The firm's goal is to create a contemporary marketplace that takes inspiration from Chinese tradition when these spaces were bustling community hubs that supported and fostered local businesses. In an effort to make it a gathering place, the architects were inspired by the surrounding nature. The biophilic design merges with a promenade of native Camphor trees, providing an environment that establishes a strong connection with nature.

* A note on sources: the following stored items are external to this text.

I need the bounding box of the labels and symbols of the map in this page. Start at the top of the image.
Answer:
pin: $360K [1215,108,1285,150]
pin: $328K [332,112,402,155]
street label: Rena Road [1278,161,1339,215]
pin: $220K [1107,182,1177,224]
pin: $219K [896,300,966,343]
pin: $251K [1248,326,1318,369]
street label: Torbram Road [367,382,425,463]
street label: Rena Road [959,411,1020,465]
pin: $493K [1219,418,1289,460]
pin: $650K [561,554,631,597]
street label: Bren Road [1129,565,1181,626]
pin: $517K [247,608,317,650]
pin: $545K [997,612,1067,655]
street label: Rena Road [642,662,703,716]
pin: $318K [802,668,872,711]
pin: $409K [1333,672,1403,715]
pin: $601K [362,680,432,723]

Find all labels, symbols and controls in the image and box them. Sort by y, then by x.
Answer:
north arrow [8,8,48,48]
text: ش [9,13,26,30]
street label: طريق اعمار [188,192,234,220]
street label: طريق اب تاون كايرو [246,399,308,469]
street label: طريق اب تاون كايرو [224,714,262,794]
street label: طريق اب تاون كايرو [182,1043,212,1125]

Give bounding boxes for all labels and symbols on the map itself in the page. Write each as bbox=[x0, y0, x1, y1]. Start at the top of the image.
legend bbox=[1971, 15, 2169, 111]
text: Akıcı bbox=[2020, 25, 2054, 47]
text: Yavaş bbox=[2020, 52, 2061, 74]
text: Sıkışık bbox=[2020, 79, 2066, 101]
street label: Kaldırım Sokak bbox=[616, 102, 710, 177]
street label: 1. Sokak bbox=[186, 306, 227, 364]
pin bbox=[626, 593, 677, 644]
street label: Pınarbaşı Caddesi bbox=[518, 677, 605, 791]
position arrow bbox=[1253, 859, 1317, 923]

The structure manipulates light and shade to provide respite from the sun while allowing natural light to filter through the space and provide ventilation. In this way, the need for artificial light and cooling is reduced, and shoppers can go about their day while enjoying a gentle breeze in a light, airy space. “We were shocked to learn that this site was covered in trees as recently as 1984,” shares architect Koichi Takada. “Our design seeks to start conversations around what can be achieved through design and create a living, breathing environment that inspires, nurtures, and adapts to the needs of both residents and the community.”
The photos of the site showcase how the organic design mimics the shapes and forms of trees. Greenery has been added in areas outside and inside the marketplace. “It was important for this building to embody the principles of biophilic design and showcase what progressive sustainable innovation can look like. I believe Nature holds the answers—and Architecture can start the conversation,” adds Takada. Hopefully, this innovative project will inspire more architecture that merges cities with their surrounding environment.